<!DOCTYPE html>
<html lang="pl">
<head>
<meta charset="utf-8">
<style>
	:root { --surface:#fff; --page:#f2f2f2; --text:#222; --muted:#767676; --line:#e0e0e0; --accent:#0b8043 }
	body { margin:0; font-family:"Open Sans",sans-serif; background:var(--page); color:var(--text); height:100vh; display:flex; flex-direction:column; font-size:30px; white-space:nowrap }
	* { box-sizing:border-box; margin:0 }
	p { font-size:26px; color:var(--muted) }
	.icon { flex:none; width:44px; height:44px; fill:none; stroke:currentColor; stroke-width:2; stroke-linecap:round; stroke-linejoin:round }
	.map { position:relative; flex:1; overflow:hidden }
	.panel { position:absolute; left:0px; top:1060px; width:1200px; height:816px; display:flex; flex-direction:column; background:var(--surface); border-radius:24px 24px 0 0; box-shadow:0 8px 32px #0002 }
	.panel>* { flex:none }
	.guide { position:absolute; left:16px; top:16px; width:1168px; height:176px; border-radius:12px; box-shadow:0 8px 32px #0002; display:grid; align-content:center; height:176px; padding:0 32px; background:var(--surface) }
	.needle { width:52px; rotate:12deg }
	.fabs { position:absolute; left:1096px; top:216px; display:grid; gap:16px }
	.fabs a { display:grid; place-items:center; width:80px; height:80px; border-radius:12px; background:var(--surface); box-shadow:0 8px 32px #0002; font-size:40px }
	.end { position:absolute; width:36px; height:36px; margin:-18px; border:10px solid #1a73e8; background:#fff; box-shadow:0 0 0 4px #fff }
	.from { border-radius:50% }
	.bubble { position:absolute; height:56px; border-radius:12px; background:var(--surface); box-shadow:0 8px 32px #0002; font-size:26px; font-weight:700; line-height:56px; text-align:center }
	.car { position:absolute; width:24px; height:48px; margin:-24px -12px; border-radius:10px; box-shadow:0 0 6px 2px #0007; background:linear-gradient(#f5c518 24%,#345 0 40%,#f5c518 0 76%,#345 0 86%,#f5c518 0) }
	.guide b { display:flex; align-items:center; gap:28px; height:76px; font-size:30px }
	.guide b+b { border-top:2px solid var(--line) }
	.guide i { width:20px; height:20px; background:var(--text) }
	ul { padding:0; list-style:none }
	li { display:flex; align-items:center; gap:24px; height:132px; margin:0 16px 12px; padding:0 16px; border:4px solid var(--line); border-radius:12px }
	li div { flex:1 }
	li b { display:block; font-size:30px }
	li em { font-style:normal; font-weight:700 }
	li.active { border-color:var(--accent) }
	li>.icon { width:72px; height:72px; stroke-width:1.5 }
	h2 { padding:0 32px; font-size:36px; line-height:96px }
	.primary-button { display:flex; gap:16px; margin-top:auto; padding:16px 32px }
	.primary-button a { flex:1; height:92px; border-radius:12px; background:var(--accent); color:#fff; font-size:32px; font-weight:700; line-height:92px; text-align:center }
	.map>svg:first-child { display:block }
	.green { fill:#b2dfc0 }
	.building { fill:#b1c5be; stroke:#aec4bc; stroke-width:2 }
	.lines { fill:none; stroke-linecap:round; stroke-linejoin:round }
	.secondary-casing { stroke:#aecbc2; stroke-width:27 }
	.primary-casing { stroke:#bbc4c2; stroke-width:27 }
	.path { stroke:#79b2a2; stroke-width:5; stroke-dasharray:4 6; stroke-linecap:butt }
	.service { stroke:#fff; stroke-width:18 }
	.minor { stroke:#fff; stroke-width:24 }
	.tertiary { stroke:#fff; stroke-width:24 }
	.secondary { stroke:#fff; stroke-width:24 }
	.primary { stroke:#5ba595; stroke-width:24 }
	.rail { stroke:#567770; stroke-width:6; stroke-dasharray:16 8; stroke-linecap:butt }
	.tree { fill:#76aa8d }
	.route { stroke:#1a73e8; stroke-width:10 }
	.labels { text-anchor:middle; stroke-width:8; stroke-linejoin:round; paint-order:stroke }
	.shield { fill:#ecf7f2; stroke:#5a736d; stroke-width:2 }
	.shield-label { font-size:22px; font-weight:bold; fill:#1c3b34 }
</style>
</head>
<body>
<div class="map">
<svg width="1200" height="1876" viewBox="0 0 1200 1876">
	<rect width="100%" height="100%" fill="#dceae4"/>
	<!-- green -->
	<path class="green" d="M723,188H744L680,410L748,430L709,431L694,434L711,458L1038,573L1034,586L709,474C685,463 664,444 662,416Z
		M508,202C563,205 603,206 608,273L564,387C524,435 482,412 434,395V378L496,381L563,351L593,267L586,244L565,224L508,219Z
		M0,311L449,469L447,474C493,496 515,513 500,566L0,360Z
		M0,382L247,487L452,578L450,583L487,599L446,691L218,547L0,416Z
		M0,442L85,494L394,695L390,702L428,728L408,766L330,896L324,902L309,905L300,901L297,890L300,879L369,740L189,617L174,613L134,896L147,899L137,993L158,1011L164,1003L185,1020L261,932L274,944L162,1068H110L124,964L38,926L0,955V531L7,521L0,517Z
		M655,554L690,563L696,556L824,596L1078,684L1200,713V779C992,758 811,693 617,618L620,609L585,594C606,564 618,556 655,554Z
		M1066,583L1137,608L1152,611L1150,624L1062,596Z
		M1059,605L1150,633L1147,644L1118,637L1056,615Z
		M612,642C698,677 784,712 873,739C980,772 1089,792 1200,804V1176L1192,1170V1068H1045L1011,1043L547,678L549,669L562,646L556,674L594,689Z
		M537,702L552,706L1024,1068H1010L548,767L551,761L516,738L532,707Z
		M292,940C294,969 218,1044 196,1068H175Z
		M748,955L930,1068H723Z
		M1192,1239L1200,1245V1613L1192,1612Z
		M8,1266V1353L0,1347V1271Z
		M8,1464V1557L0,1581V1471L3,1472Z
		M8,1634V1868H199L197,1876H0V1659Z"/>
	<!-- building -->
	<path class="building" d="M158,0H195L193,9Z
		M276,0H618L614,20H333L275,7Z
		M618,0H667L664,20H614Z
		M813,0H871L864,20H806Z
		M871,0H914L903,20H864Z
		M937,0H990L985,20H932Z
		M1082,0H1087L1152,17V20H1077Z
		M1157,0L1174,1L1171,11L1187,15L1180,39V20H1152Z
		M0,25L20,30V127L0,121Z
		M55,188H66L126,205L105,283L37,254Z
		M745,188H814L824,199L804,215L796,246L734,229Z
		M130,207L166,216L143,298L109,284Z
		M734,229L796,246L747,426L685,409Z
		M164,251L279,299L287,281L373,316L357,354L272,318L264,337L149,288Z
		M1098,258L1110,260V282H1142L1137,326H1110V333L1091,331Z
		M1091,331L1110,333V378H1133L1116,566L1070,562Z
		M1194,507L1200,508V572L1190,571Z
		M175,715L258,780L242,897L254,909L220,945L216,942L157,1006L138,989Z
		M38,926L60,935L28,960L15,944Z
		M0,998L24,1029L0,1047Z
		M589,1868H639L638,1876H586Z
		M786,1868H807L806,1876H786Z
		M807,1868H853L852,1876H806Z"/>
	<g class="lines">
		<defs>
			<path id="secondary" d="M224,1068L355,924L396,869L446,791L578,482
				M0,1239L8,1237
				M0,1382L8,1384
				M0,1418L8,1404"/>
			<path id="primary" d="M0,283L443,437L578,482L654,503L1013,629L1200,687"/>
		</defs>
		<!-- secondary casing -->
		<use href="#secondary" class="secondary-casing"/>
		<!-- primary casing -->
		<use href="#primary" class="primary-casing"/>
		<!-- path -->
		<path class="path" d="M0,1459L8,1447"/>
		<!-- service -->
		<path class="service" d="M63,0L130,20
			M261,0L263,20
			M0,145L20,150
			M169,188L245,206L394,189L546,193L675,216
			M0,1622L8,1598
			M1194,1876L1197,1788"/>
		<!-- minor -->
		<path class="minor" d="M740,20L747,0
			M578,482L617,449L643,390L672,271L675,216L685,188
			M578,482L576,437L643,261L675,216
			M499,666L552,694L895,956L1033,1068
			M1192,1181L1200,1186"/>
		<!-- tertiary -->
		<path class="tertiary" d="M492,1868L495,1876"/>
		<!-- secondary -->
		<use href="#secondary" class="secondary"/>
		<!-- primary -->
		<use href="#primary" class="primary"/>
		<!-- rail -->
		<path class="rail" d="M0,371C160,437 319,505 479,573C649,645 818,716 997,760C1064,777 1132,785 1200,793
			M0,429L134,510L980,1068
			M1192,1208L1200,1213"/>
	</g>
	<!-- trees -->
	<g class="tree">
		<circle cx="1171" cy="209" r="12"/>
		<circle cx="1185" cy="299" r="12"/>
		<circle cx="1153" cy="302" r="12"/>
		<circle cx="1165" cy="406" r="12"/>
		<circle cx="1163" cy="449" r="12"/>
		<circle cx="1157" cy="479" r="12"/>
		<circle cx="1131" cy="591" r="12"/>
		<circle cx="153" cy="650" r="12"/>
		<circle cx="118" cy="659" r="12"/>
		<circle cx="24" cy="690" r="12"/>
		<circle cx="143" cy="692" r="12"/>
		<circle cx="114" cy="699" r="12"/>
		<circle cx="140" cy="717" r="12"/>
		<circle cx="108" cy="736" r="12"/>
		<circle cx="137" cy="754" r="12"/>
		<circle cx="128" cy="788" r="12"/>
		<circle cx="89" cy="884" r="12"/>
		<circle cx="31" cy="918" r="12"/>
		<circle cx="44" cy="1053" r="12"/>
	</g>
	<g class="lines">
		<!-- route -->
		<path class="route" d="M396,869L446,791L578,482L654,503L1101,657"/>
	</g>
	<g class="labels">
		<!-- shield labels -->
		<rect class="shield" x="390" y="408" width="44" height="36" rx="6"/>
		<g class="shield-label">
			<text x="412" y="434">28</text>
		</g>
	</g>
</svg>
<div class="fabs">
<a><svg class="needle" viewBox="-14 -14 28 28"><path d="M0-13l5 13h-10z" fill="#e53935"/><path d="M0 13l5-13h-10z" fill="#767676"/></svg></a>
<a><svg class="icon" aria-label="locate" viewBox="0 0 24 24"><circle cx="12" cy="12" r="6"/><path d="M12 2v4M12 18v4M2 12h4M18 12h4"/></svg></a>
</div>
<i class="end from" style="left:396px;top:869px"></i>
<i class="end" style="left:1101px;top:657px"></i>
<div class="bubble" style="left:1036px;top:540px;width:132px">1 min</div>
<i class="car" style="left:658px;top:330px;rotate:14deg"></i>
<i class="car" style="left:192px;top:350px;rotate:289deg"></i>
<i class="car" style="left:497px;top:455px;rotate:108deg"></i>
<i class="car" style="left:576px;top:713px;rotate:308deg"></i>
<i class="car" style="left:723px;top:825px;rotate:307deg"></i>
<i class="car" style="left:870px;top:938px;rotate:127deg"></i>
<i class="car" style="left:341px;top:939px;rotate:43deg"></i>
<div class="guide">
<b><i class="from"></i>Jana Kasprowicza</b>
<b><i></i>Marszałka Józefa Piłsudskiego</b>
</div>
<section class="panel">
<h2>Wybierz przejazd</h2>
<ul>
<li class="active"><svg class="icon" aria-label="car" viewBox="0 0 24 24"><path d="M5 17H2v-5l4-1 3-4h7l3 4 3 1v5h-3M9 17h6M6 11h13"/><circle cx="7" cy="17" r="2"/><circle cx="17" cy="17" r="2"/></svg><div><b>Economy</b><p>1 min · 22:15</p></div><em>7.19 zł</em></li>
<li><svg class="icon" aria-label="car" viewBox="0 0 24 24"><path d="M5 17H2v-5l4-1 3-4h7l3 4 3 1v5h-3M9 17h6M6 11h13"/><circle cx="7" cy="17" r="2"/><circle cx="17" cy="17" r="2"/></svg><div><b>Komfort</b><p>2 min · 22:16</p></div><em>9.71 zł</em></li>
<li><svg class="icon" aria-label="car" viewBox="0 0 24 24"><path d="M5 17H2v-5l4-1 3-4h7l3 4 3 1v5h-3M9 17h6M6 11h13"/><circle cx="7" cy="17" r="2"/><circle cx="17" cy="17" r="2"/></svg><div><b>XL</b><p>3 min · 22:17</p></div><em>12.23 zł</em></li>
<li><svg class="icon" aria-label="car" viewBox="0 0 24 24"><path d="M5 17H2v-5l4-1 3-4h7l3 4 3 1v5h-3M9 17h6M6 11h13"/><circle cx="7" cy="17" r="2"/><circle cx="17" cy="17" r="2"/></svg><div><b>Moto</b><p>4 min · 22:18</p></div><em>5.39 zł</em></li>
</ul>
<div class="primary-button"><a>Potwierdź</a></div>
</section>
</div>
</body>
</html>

▶ **WHAT IS BEING ASKED**
Bring together each line above where the string "bubble" turns up.

▶ **RESPONSE**
	.bubble { position:absolute; height:56px; border-radius:12px; background:var(--surface); box-shadow:0 8px 32px #0002; font-size:26px; font-weight:700; line-height:56px; text-align:center }
<div class="bubble" style="left:1036px;top:540px;width:132px">1 min</div>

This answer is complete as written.